Rediscovering American pollution hidden for decades

Marine scientists say they have found what they believe to be more than 25,000 barrels that possibly contain DDT dumped off the Southern California coast near Catalina Island, where a massive underwater toxic waste site dating back to World War II has long been suspected…

Historical shipping logs show that industrial companies in Southern California used the basin as a dumping ground until 1972, when the Marine Protection, Research and Sanctuaries Act, also known as the Ocean Dumping Act, was enacted…

Disposing of industrial, military, nuclear and other hazardous waste was a pervasive global practice in the 20th century, according to researchers.

Resting deep in the ocean, the exact location and extent of the dumping was not known until now.

Just a suggestion … Reflect upon all the governments in power in Washington over all these decades. A certain number of politicians in charge knew about this. Probably gave their permission. Another number knew … said something like “Shucks. I don’t like this!” And did nothing.

I have to wonder, once again, if there is a more useless job description than “elected official”

We know how to slow the rate of global warming by 30%, right now … Will we get it done?


Charles Rex Arbogast/AP

Moving quickly to cut emissions of methane, a potent greenhouse gas produced by everything from livestock farming to fossil fuel extraction, could slow the rate of the Earth’s warming as much as 30 percent, new research has found.

The study, published in the journal Environmental Research Letters, calculated that a full-scale push using existing technologies could cut methane emissions in half by 2030. Such reductions could have a crucial impact in the global effort to limit warming below 2 degrees Celsius (3.6 Fahrenheit) compared to preindustrial levels — a central aim of the Paris climate accord.
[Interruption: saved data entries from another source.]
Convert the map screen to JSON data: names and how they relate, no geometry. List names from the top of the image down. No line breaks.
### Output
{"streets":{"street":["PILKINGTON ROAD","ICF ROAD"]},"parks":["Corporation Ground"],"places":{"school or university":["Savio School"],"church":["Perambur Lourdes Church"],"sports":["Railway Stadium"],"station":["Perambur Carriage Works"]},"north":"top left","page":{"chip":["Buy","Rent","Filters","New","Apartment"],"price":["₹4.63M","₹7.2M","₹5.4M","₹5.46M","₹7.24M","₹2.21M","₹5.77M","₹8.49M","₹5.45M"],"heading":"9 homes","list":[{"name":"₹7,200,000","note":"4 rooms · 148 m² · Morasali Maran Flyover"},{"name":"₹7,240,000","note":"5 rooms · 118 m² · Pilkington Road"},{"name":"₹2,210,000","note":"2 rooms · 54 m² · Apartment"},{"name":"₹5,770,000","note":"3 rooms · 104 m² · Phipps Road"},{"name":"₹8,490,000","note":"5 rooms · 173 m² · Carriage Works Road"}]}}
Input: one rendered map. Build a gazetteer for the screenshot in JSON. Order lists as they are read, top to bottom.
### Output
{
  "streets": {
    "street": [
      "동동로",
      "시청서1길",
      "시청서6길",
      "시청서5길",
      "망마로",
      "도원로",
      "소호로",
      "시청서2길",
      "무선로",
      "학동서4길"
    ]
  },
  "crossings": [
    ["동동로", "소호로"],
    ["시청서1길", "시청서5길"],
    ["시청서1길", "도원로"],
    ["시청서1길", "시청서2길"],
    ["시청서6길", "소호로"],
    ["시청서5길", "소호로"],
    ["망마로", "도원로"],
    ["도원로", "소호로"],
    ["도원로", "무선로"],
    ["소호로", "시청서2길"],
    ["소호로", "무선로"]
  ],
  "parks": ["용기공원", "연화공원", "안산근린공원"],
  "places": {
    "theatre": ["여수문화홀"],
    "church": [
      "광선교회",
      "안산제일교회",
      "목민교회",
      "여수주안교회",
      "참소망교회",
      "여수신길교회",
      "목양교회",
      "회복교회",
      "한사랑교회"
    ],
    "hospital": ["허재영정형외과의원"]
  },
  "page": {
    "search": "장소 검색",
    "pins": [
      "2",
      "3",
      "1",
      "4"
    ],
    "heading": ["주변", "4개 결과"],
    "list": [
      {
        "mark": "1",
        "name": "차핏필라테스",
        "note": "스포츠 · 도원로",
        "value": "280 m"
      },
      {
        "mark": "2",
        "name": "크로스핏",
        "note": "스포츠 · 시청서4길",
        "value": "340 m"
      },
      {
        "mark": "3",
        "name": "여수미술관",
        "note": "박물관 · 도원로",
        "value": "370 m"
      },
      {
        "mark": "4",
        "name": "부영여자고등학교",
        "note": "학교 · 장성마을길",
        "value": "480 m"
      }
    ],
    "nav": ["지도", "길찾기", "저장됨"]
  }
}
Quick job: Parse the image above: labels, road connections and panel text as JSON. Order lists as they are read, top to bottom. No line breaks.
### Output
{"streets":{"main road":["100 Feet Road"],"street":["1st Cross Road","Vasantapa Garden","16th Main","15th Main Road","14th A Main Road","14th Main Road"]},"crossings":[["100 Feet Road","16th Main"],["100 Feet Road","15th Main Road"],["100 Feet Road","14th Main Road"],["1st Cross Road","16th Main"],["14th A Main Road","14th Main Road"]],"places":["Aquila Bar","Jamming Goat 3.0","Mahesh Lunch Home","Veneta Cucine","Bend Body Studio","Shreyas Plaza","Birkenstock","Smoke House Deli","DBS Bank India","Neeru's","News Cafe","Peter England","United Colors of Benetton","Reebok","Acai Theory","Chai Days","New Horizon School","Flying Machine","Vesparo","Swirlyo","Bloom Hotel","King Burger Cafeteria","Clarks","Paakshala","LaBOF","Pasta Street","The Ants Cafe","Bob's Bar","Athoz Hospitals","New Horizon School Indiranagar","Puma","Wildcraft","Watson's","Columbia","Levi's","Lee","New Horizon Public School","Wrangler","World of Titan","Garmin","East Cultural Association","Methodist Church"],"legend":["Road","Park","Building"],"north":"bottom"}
In human terms, that could translate into fending off the most severe sea level rise, preventing more profound damage to animal habitats and ecosystems, and delaying other extreme climate impacts.

To date, we’ve accumulated some explanations to the voting public around the world. And lots of pledges. Starting with an effort in Congress, next week, to remove one of the roadblocks that was left in place by the creep who is confident he’s still in charge of the Republican Party.

Anyone looking forward to success with Congressional Republicans? I imagine few of them plan on being around in 2050. And most of them are traditionally beholden to short-term corporate boffins who couldn’t care less about political action that might harm their share price in the market.